**What this task involves:** Go through the entries below. Copy out every line that contains "bounding".

(Beginning of Recorded information)

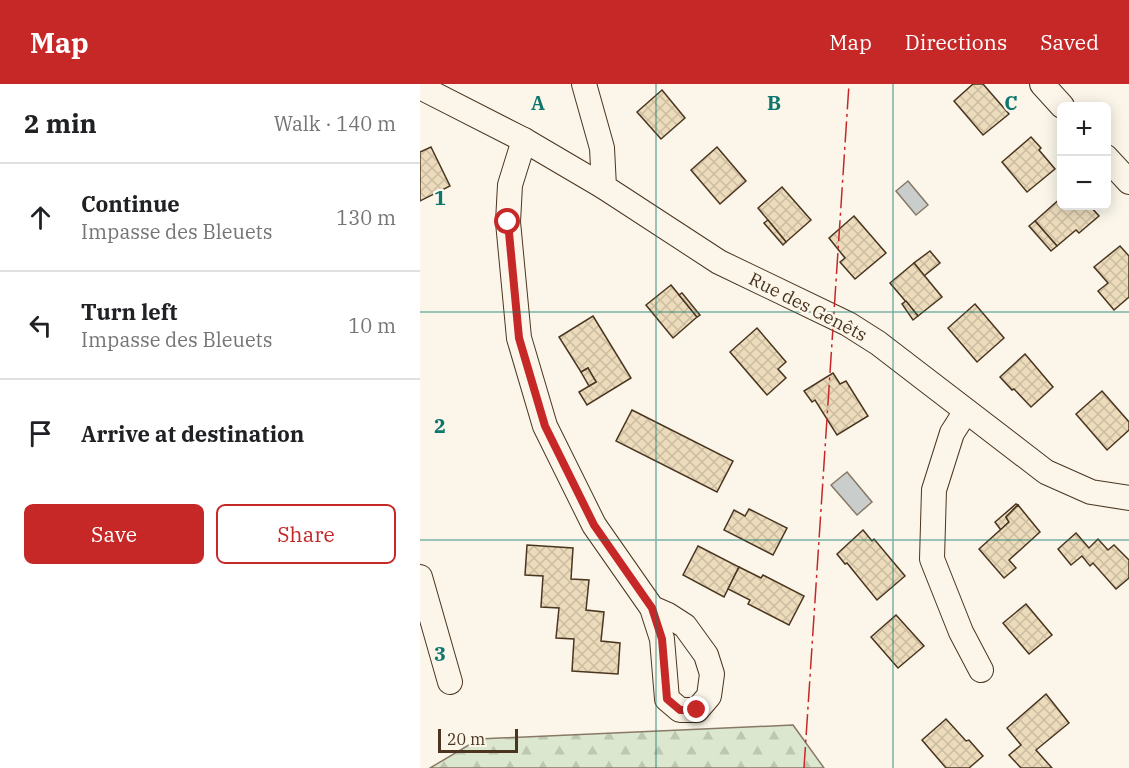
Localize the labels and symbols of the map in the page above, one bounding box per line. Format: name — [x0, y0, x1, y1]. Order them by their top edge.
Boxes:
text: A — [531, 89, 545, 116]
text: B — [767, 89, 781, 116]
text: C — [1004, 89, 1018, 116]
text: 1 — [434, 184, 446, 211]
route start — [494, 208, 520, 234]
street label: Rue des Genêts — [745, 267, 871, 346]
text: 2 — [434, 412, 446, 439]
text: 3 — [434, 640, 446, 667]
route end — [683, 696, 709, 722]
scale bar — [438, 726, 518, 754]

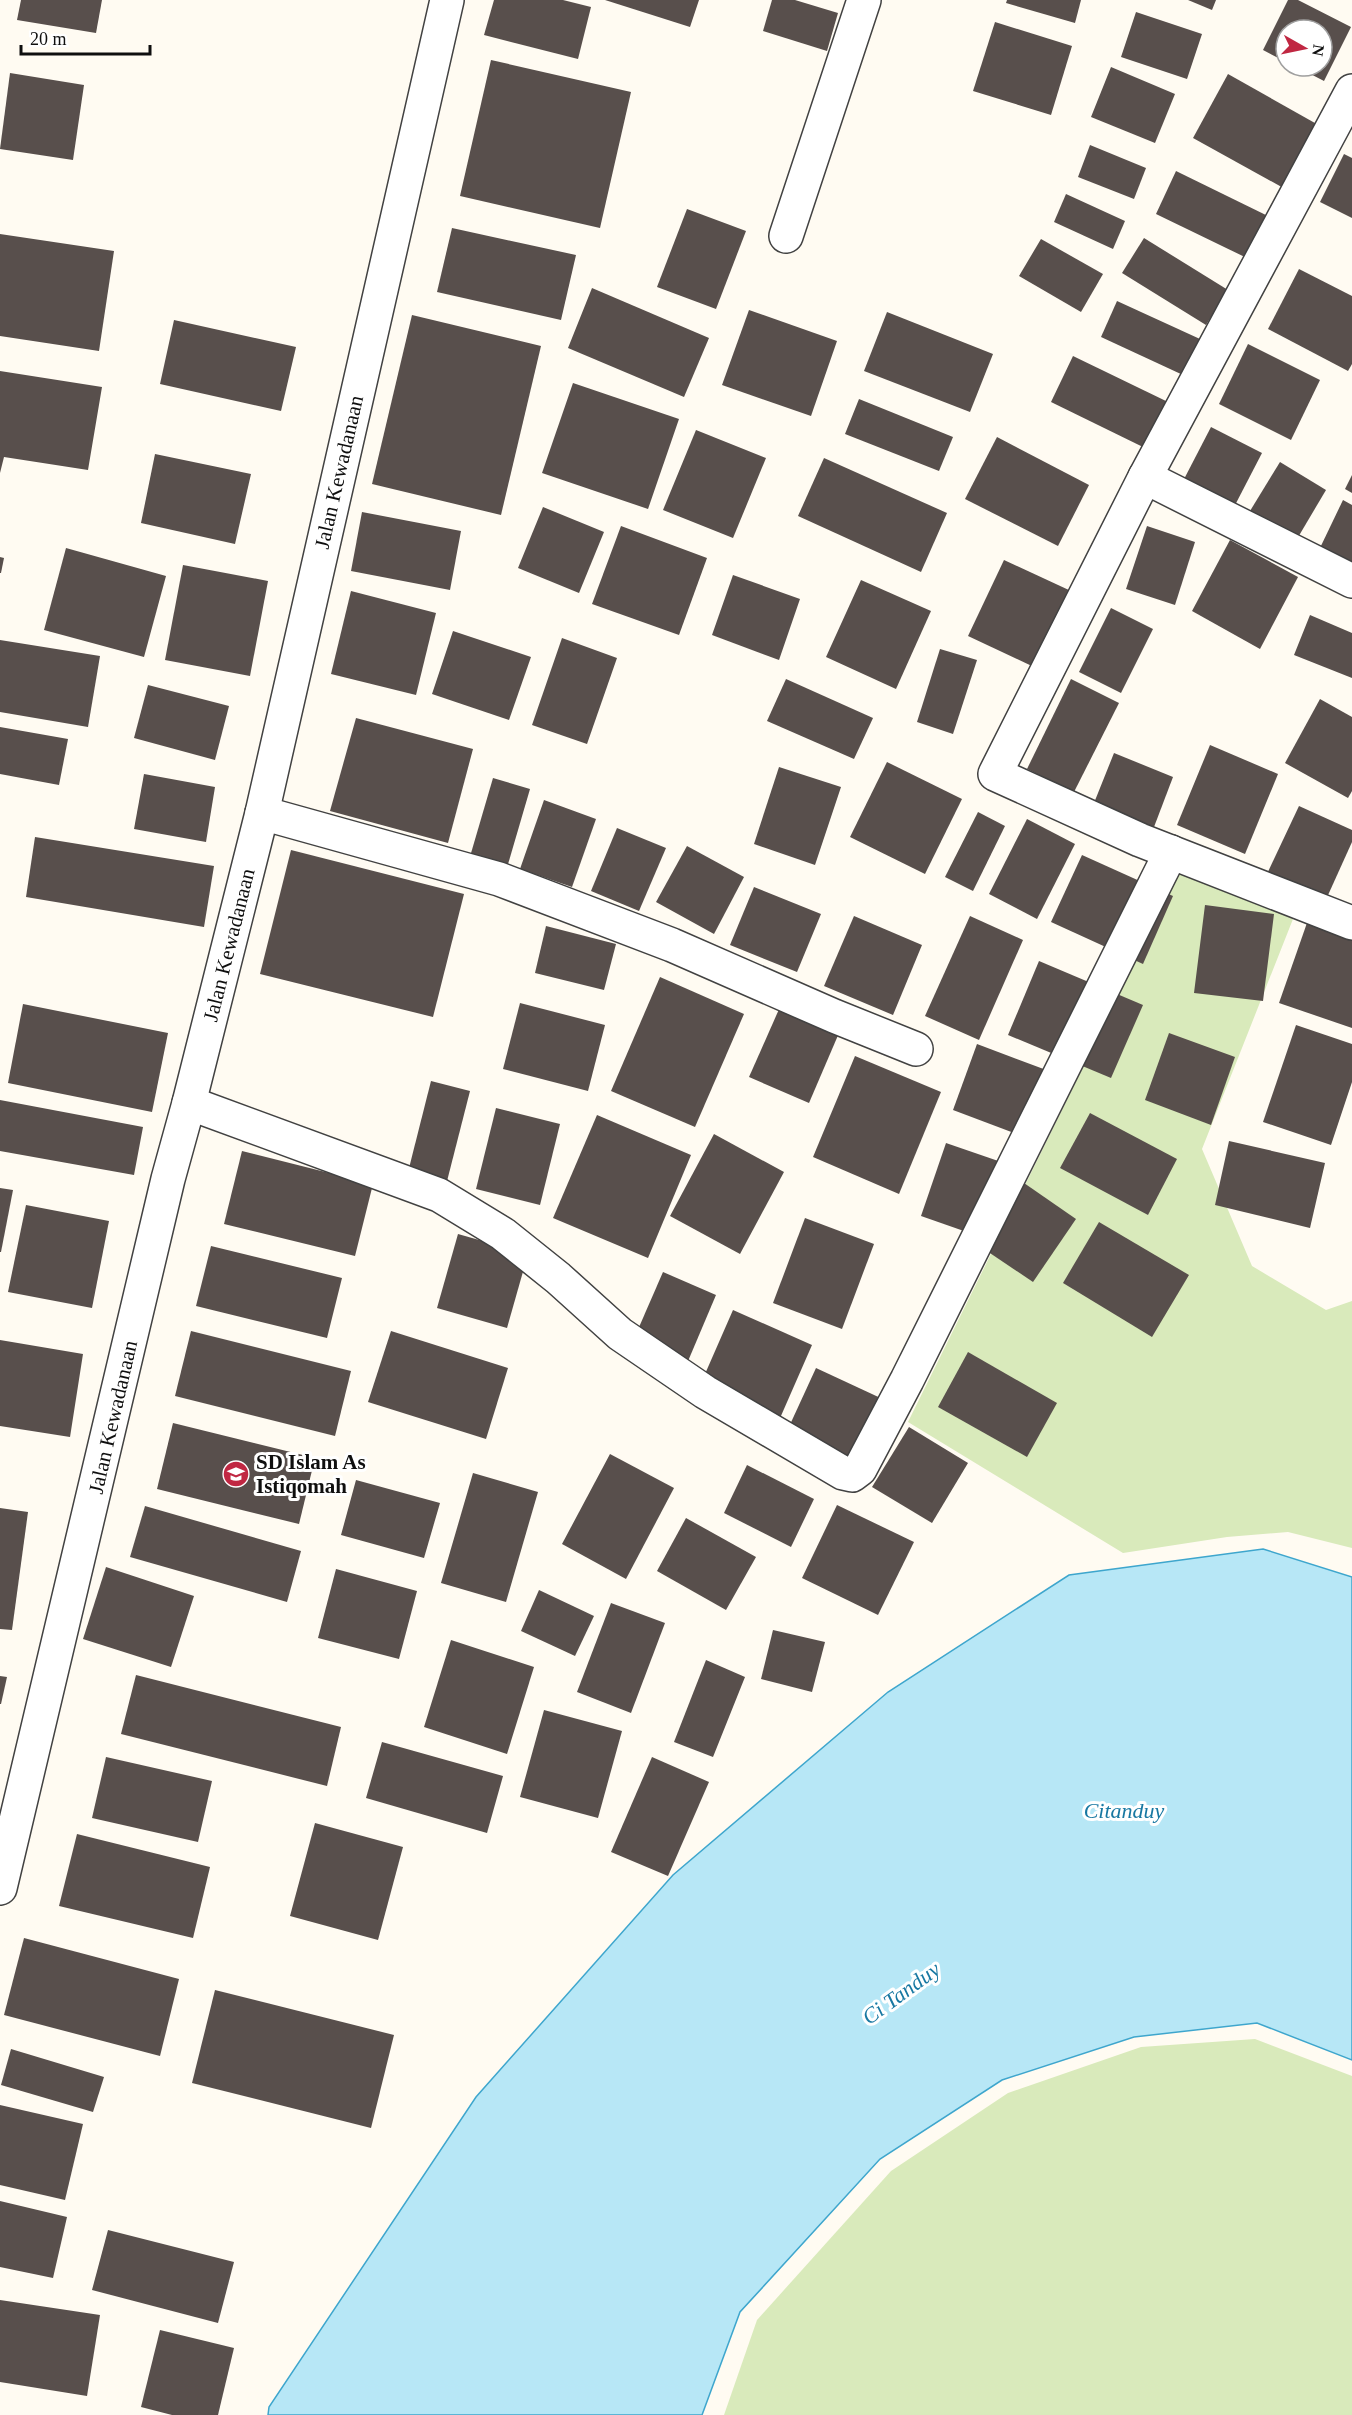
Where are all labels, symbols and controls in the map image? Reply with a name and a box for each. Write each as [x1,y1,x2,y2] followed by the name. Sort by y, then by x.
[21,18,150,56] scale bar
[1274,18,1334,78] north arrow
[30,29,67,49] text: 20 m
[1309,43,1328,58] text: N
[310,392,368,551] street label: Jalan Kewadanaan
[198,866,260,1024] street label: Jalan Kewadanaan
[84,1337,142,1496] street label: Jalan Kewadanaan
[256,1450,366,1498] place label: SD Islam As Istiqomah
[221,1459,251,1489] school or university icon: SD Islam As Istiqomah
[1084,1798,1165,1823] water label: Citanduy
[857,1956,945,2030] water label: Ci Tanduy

(End of Recorded information)
(Beginning of Recorded information)

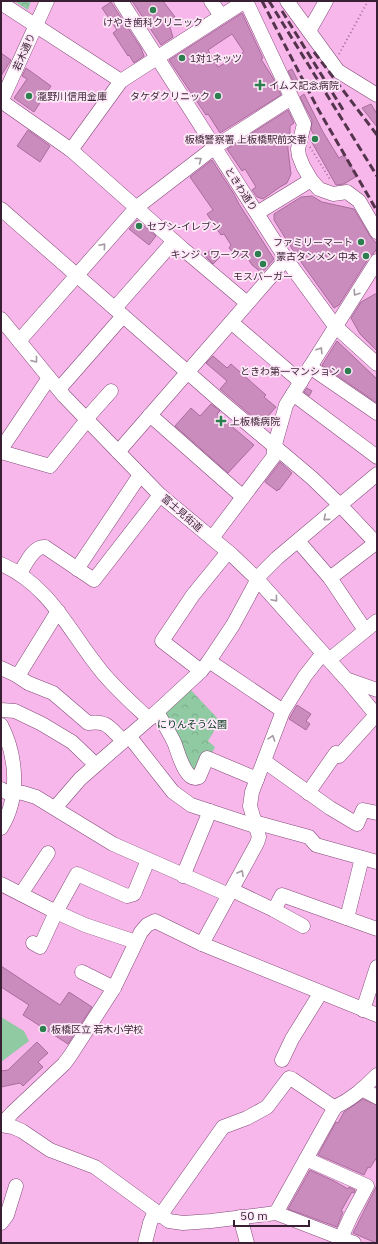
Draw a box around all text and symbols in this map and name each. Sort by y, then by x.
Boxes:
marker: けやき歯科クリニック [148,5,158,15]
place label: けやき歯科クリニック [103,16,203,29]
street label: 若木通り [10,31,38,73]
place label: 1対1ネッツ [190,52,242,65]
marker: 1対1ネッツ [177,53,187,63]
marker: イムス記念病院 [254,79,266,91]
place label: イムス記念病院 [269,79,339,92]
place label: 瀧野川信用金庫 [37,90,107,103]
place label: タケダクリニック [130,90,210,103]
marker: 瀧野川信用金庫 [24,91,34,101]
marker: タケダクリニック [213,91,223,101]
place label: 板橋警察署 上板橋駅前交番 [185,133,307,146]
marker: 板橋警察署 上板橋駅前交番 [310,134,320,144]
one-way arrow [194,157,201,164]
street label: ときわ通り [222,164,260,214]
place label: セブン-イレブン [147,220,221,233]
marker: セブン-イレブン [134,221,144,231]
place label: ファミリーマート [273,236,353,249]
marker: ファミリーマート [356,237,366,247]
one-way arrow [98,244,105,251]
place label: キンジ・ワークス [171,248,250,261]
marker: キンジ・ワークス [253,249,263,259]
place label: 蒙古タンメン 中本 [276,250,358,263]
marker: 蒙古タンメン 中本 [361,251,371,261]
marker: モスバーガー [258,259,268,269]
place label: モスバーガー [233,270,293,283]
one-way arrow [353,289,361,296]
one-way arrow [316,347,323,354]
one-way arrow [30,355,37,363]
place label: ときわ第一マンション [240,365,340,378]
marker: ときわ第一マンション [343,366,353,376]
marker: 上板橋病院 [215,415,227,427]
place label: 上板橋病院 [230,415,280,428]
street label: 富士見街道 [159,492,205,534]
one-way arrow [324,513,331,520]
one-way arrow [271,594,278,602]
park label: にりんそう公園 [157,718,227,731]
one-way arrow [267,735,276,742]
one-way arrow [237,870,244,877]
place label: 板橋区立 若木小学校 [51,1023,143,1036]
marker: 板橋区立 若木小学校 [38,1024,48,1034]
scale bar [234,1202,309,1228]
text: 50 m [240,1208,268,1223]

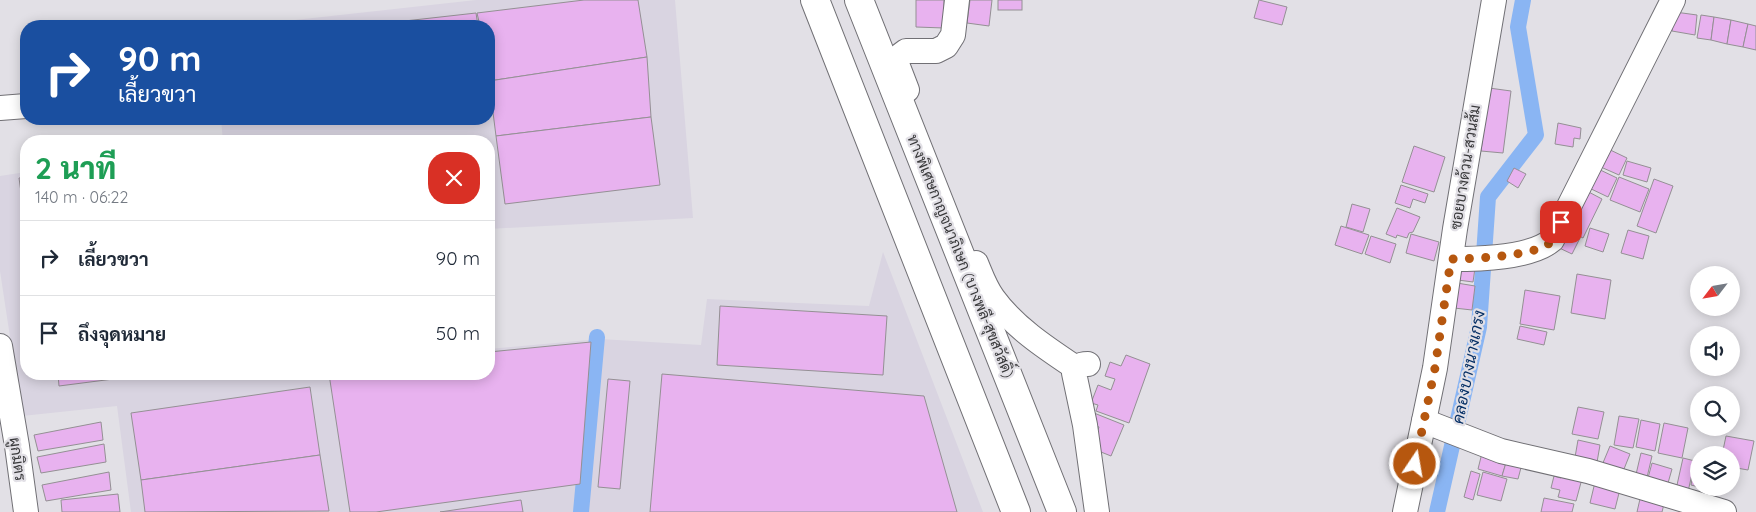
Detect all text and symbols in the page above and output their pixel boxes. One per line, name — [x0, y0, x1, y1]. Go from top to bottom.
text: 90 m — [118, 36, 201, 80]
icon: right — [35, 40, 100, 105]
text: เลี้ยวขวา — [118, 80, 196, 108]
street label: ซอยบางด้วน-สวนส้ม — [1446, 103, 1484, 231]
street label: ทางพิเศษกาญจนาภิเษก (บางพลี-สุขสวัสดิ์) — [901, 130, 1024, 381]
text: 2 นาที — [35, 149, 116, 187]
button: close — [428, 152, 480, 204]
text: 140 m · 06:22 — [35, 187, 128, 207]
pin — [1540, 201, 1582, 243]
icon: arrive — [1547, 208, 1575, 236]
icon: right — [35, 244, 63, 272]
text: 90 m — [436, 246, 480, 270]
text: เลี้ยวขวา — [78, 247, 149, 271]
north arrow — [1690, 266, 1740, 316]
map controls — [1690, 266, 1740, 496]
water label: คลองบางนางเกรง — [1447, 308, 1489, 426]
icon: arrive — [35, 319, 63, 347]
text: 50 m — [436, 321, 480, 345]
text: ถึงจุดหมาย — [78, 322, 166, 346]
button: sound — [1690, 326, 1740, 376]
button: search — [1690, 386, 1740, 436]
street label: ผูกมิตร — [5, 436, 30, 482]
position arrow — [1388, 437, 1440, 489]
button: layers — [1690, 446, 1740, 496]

(End of Recorded information)
(Beginning of Recorded information)

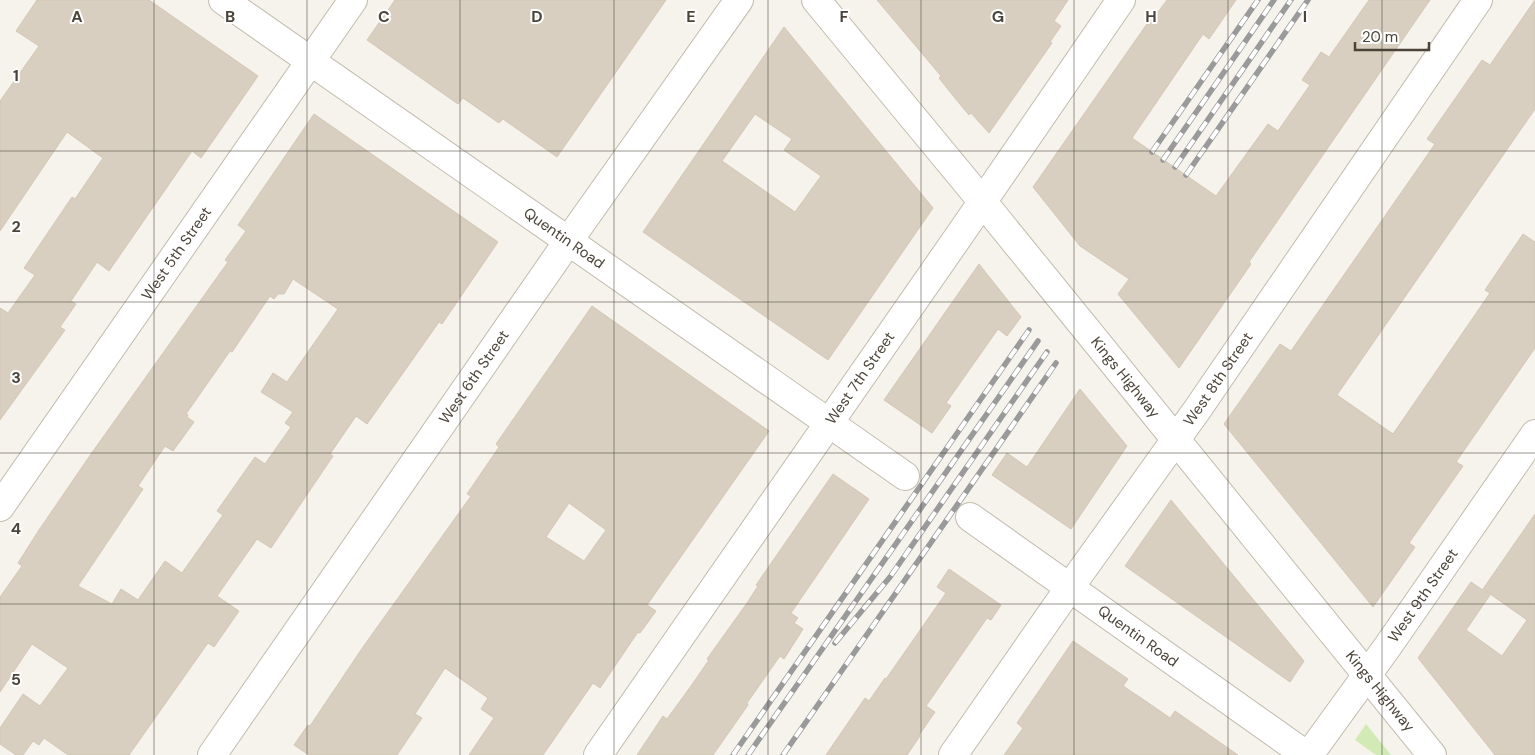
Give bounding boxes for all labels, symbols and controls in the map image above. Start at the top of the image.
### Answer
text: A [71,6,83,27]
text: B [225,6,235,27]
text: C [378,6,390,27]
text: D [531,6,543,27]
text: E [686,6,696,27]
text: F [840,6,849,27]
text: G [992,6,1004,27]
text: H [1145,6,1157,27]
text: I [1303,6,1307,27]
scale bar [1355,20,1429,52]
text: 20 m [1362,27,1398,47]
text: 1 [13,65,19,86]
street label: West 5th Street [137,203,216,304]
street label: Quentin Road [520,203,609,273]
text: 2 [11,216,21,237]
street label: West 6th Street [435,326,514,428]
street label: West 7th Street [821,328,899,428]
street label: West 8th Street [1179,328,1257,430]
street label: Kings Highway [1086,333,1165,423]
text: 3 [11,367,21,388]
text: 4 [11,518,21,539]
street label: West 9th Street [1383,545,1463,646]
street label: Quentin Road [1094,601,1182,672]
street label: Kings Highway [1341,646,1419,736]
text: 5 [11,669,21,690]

(End of Recorded information)

**Task response:**
Localize the labels and symbols of the map in the page above, one bounding box per line. Format: name — [x0, y0, x1, y1]. Order them by their top edge.
Give bounding boxes for all labels, symbols and controls in the map image above. Start at the top of the image.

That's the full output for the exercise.